CVE-2026-24423 and CVE-2026-23760: Critical RCE and Auth Bypass Flaws

Multiple recently disclosed SmarterMail vulnerabilities created a perfect storm that made the platform highly attractive to attackers. Among them, CVE-2026-24423 stands out as a critical unauthenticated remote code execution flaw affecting versions prior to Build 9511.

With a CVSS score of 9.3 and no user interaction required, the flaw is particularly suited for automation, large-scale scanning, and mass exploitation campaigns.

In parallel, additional vulnerabilities CVE-2026-23760 (CVSS 9.3) include authentication bypass and password reset logic flaws. It allows attackers to reset administrator credentials or gain privileged access to the platform. Research also shows that attackers were quickly reverse-engineering patches to identify and weaponize these weaknesses within days of release.
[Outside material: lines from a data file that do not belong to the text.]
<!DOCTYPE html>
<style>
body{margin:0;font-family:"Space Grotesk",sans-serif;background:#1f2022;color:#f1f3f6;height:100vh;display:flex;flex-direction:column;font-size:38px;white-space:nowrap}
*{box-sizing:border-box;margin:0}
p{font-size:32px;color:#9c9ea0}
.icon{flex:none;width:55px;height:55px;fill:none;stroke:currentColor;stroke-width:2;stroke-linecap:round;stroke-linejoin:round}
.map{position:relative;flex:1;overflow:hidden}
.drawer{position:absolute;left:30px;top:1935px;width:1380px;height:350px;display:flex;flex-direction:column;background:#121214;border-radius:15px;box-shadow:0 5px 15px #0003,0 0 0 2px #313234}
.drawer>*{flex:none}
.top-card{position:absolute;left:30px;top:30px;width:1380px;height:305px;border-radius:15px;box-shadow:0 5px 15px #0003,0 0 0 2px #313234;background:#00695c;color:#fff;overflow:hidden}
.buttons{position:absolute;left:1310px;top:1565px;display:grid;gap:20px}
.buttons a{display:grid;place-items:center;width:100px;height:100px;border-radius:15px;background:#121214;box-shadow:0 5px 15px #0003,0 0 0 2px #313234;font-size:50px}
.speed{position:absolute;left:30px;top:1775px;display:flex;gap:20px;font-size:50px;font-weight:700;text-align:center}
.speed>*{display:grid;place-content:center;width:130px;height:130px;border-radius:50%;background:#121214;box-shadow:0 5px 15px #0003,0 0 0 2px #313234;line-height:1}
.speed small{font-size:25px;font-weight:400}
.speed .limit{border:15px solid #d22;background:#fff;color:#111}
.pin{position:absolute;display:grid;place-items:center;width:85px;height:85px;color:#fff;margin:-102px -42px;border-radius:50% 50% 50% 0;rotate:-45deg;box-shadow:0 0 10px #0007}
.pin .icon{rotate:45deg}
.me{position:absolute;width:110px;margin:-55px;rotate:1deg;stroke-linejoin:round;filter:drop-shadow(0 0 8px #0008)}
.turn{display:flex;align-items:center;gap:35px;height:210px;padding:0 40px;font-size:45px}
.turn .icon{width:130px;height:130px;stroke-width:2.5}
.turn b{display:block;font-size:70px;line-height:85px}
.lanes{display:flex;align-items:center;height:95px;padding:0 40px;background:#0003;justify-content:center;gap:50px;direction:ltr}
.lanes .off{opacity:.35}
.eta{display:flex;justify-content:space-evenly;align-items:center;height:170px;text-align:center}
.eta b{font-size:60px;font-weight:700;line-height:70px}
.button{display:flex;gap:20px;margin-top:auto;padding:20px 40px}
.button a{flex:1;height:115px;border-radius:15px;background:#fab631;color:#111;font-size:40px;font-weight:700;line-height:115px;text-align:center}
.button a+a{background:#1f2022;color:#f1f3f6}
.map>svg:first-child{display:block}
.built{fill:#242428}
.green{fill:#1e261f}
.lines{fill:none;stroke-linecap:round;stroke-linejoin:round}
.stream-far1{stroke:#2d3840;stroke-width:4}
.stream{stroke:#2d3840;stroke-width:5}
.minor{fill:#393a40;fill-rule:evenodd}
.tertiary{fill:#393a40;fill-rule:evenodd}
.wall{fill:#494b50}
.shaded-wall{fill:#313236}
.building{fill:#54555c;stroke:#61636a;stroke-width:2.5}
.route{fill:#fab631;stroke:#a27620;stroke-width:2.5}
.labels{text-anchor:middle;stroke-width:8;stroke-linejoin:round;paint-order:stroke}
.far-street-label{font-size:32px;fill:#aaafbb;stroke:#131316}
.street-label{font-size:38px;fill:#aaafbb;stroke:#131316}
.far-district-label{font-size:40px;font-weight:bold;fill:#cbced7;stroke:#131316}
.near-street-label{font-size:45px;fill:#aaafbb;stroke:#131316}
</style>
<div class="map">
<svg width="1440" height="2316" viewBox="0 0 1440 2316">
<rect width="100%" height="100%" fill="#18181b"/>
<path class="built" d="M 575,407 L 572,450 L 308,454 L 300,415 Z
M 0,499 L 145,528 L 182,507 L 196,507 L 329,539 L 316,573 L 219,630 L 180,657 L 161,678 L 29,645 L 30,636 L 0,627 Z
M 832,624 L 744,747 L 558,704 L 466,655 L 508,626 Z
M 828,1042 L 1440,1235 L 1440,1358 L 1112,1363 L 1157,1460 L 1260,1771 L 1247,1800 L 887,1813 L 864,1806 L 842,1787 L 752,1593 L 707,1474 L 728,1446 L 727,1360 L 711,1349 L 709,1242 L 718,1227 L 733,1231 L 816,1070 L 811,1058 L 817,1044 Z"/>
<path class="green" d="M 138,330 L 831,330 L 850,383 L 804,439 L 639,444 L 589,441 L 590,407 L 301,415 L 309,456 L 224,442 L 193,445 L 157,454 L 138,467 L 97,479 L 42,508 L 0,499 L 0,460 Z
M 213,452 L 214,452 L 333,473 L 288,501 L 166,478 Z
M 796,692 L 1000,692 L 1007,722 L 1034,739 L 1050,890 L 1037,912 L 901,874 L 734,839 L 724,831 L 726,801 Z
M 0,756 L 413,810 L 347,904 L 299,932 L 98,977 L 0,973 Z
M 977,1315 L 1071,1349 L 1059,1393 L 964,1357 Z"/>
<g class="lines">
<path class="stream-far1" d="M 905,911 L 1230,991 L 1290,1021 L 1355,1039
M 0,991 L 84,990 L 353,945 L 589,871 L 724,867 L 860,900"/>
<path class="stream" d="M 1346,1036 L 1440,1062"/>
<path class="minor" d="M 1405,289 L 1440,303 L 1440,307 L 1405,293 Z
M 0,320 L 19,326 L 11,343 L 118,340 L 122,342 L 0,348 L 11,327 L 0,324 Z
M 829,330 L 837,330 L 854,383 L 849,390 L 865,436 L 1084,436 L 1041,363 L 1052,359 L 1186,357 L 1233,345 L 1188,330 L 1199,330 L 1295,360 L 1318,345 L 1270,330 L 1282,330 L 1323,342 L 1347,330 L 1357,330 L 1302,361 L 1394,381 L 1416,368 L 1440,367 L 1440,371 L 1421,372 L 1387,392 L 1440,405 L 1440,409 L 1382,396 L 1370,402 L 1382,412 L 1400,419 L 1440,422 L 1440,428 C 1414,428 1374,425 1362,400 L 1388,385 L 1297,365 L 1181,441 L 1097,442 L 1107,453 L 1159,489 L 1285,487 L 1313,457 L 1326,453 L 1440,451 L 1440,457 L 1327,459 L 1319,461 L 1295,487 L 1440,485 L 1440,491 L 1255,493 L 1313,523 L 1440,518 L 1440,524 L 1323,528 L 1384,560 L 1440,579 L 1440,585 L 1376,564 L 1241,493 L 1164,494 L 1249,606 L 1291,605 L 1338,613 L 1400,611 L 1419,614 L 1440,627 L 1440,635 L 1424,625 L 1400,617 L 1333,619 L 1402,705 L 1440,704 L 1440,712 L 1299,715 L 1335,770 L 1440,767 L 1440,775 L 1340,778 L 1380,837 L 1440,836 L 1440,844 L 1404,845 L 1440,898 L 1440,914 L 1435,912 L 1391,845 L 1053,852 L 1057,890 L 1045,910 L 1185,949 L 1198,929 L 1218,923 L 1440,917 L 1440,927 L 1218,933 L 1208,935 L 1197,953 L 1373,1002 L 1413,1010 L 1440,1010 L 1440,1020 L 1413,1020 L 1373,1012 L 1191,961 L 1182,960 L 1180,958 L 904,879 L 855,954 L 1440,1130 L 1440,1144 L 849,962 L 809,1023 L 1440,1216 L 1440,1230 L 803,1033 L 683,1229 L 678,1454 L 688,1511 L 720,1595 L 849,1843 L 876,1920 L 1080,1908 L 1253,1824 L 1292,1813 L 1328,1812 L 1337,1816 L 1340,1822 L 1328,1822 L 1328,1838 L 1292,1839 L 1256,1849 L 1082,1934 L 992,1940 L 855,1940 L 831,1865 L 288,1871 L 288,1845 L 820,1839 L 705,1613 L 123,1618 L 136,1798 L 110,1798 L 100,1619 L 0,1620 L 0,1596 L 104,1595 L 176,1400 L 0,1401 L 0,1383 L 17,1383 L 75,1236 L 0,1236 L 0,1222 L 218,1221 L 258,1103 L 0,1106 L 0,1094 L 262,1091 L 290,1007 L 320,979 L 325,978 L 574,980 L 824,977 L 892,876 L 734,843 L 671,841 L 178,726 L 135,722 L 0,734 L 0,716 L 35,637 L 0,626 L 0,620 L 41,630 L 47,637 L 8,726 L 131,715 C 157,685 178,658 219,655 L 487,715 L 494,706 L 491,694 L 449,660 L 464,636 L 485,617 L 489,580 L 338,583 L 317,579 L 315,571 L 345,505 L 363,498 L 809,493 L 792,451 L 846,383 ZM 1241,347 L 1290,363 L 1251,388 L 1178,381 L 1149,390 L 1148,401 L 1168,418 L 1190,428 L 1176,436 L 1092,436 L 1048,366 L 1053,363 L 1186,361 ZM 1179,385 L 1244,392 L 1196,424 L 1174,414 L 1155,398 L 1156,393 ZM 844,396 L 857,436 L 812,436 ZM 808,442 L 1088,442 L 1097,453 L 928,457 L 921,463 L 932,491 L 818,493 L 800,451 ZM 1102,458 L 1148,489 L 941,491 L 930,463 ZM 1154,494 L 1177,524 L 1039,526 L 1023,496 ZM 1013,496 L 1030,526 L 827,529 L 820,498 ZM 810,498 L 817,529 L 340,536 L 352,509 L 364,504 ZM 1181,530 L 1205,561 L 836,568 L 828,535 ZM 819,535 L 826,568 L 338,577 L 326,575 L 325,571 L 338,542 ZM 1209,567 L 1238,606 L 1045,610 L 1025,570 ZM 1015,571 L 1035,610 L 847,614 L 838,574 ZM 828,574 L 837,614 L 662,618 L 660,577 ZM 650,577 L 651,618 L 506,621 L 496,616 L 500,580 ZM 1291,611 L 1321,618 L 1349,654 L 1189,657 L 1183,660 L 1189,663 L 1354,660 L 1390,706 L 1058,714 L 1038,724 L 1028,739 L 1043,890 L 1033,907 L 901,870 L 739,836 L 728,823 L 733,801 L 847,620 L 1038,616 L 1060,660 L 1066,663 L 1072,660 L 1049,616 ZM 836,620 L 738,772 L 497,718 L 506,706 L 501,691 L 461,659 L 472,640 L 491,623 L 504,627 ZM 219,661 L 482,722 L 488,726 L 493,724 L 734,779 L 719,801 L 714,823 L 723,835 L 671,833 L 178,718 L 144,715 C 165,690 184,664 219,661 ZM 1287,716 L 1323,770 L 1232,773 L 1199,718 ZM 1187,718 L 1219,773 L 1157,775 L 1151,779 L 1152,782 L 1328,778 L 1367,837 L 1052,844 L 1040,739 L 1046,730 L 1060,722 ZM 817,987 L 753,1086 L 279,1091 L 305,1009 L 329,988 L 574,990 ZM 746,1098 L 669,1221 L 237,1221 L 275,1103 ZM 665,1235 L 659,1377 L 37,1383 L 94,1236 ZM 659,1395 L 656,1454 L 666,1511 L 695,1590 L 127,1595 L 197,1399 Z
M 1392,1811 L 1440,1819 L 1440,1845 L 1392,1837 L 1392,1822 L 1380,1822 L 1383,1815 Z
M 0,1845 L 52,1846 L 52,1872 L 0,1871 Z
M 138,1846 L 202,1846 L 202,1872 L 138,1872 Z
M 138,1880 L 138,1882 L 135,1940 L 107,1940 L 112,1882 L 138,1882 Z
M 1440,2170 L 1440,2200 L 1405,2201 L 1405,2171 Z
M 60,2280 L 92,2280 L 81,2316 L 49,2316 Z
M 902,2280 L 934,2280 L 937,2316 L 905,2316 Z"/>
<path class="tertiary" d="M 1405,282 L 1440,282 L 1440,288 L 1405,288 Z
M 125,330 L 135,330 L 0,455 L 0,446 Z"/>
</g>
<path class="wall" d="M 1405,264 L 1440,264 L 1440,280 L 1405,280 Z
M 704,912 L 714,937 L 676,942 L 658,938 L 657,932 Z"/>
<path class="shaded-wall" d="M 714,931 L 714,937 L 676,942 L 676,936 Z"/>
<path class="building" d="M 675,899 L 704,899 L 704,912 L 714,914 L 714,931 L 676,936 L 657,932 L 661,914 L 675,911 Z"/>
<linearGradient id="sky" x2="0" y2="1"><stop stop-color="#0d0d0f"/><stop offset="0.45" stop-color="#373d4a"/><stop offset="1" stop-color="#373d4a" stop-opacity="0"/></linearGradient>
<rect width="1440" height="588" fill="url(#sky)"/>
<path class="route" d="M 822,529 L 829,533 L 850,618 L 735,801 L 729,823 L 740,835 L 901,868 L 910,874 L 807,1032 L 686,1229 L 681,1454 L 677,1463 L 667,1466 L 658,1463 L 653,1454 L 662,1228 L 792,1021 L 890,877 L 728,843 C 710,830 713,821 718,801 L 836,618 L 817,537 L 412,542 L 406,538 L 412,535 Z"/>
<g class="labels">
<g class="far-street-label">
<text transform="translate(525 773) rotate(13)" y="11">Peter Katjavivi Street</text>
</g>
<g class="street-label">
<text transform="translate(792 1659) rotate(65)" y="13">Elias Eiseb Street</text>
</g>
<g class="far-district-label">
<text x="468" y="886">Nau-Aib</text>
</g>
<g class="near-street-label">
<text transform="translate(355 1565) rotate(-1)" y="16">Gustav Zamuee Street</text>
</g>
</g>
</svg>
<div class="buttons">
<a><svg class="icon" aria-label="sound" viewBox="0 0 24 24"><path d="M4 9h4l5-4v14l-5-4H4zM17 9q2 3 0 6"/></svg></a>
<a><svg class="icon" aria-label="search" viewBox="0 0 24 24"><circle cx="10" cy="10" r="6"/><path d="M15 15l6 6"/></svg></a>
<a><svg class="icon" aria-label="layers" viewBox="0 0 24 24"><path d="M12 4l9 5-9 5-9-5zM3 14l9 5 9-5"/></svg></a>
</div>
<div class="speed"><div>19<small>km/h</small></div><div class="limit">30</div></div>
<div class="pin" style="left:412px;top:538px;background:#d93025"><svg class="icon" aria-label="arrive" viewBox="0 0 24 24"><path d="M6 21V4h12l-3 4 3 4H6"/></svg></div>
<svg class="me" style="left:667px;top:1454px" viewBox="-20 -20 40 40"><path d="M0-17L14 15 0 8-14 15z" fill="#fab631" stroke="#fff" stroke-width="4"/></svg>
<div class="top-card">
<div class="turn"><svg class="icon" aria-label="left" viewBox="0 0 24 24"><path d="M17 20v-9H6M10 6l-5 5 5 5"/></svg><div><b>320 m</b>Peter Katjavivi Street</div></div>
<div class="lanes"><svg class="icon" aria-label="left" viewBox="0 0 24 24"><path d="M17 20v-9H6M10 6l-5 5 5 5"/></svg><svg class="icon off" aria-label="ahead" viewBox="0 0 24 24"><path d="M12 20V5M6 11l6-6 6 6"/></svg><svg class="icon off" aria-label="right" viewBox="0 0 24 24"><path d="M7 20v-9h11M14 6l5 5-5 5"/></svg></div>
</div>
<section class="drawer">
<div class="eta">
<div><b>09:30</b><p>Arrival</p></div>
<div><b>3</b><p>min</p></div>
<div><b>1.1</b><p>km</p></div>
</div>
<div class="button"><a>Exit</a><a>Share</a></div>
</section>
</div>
When combined, these issues enabled full server takeover scenarios, where attackers could move from application-level access to operating system control and potentially domain-level compromise in connected environments.

From an attacker’s perspective, this combination is ideal: SmarterMail is a network-exposed service, often holds a high trust position inside enterprise environments, and in many cases is monitored less aggressively than endpoint systems protected by EDR.

Once proof-of-concept exploit code becomes available, exploitation can be rapidly operationalized - meaning the timeline from vulnerability disclosure to ransomware deployment can shrink to days.